What to produce: When the word "sans" appears in a line of the data below, list that line.

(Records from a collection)

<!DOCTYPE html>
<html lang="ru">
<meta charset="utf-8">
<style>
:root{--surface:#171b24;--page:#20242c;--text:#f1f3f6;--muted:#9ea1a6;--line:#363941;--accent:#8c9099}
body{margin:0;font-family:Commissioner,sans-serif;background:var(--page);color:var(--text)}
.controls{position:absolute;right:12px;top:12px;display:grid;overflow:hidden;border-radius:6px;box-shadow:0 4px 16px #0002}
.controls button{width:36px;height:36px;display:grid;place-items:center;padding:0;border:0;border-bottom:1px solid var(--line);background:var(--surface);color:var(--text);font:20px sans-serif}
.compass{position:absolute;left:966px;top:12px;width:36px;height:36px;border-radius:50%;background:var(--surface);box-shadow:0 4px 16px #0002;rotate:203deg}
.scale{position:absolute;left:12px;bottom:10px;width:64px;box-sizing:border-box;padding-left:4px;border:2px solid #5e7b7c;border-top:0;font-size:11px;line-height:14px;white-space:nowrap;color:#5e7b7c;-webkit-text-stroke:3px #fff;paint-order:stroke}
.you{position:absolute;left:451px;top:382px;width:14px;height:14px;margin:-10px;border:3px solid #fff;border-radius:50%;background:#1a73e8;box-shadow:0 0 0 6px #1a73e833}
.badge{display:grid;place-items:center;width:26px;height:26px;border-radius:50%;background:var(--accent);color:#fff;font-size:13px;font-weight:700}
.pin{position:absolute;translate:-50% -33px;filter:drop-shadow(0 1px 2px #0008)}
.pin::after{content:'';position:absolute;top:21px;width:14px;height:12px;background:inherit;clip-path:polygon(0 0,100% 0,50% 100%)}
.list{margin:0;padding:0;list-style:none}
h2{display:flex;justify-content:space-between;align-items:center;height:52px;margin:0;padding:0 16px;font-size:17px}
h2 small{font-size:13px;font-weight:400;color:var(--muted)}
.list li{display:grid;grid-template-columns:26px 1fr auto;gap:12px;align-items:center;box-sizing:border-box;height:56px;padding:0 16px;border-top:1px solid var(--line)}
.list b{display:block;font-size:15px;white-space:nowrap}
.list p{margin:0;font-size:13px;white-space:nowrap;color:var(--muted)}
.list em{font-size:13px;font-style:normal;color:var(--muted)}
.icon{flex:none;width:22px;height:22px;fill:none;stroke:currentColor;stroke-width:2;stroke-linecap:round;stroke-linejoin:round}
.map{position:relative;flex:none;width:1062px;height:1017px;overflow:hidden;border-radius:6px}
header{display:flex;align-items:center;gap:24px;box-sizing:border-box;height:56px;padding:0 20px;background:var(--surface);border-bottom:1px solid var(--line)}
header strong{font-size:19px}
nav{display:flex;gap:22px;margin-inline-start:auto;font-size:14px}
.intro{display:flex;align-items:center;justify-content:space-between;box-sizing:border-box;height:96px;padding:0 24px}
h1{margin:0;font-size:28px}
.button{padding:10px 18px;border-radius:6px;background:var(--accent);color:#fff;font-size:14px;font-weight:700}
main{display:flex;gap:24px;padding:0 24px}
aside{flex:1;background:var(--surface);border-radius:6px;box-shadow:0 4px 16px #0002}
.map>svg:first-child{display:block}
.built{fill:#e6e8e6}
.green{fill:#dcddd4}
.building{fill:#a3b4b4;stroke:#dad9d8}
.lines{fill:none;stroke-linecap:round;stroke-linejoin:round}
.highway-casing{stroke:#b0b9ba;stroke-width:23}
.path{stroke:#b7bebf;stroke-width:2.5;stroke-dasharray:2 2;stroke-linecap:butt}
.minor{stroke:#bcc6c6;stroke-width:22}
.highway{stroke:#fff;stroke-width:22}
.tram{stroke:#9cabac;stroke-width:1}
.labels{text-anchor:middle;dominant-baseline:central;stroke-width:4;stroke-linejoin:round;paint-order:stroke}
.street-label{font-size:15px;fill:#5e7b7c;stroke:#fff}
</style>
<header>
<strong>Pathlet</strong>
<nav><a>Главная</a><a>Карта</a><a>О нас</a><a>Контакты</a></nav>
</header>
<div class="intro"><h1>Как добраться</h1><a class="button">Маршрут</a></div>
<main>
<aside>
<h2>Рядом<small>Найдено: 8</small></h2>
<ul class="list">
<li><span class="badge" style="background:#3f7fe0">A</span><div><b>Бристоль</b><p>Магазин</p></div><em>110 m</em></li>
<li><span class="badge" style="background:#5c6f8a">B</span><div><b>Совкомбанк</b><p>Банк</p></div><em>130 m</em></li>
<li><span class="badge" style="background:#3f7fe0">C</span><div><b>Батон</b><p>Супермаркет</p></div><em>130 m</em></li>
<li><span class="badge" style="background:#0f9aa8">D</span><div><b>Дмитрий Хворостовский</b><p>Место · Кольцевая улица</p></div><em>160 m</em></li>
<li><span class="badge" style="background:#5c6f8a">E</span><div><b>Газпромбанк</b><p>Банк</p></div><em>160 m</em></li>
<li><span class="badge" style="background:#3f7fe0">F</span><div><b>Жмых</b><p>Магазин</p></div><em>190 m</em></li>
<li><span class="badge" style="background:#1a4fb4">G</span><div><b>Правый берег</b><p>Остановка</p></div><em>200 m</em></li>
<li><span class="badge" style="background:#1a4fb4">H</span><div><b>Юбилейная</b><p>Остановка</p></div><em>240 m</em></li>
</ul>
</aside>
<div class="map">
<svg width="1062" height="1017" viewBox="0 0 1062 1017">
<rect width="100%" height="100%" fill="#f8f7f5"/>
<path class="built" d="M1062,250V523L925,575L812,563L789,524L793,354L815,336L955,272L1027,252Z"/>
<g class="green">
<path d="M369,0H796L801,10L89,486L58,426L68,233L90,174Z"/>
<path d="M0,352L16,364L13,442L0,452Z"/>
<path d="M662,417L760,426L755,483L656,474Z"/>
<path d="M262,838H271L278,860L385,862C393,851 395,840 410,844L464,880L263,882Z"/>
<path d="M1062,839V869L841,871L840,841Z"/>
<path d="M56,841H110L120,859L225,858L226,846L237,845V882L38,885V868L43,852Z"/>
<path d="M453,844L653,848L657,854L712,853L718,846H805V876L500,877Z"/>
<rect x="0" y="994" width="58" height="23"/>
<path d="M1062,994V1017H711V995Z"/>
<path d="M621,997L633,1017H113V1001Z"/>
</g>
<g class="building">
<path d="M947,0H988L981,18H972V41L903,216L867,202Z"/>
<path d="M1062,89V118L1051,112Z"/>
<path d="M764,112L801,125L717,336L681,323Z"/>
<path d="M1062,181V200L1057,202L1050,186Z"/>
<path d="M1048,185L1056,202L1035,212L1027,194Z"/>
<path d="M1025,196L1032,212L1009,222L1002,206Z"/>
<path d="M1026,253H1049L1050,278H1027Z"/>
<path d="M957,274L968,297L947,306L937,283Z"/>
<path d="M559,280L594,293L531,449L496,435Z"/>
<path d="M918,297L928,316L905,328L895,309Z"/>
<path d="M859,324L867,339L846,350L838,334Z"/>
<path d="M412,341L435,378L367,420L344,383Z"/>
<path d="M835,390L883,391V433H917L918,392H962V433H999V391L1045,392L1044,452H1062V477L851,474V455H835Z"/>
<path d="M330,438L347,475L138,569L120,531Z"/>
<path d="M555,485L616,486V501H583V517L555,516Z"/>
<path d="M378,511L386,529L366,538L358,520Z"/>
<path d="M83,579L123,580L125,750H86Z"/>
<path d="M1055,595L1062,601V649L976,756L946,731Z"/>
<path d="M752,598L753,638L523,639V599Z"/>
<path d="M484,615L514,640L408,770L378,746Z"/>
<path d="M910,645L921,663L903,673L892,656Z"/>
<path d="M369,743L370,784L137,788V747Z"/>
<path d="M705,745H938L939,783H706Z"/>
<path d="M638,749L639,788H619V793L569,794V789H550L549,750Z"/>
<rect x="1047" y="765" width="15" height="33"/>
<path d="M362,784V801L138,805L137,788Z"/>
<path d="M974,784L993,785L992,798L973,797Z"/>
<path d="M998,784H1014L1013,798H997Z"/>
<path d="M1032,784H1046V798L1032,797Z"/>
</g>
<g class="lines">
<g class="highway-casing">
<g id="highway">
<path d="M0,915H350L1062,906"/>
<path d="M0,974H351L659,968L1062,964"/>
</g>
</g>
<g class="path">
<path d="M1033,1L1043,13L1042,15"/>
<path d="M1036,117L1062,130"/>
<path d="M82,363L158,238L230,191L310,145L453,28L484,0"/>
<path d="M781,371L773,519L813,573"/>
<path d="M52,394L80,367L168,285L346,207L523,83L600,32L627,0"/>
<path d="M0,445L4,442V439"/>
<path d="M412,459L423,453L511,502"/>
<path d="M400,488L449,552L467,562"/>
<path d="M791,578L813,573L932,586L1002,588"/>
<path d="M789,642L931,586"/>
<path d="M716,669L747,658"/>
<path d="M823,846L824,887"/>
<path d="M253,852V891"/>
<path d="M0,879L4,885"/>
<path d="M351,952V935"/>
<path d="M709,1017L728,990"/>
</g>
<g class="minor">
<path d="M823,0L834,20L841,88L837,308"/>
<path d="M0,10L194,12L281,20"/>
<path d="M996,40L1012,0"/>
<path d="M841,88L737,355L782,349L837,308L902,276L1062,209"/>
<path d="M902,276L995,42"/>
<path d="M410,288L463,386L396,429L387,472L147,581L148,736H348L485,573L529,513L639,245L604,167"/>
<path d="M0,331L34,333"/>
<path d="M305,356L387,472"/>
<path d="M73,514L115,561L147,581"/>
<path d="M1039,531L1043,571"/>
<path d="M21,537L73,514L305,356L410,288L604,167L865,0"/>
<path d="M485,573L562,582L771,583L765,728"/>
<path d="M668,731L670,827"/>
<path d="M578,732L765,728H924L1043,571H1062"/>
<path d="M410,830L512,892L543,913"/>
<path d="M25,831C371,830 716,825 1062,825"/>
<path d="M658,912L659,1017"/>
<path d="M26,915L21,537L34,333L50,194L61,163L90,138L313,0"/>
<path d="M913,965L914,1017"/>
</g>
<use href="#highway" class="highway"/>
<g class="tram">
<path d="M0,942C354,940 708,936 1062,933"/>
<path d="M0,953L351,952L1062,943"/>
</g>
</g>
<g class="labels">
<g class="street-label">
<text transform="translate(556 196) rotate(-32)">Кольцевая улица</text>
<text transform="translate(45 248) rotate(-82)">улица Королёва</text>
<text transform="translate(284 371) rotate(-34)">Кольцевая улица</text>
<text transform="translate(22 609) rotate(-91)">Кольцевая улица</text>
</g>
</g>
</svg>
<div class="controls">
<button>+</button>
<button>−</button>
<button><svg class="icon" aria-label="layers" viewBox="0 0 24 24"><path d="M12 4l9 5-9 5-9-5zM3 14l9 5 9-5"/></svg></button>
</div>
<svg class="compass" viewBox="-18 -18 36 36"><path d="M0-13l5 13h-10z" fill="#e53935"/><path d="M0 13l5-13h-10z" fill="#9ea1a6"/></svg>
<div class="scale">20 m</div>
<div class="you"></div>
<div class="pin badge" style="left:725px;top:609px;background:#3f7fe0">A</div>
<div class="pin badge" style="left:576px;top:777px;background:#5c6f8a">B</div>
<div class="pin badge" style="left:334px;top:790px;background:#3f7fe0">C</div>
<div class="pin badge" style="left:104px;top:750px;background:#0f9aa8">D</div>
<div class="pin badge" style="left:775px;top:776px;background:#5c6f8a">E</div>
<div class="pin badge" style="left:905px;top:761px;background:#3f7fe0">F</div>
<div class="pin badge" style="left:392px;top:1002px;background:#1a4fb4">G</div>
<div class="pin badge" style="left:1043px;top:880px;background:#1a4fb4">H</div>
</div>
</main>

Task solution:
body{margin:0;font-family:Commissioner,sans-serif;background:var(--page);color:var(--text)}
.controls button{width:36px;height:36px;display:grid;place-items:center;padding:0;border:0;border-bottom:1px solid var(--line);background:var(--surface);color:var(--text);font:20px sans-serif}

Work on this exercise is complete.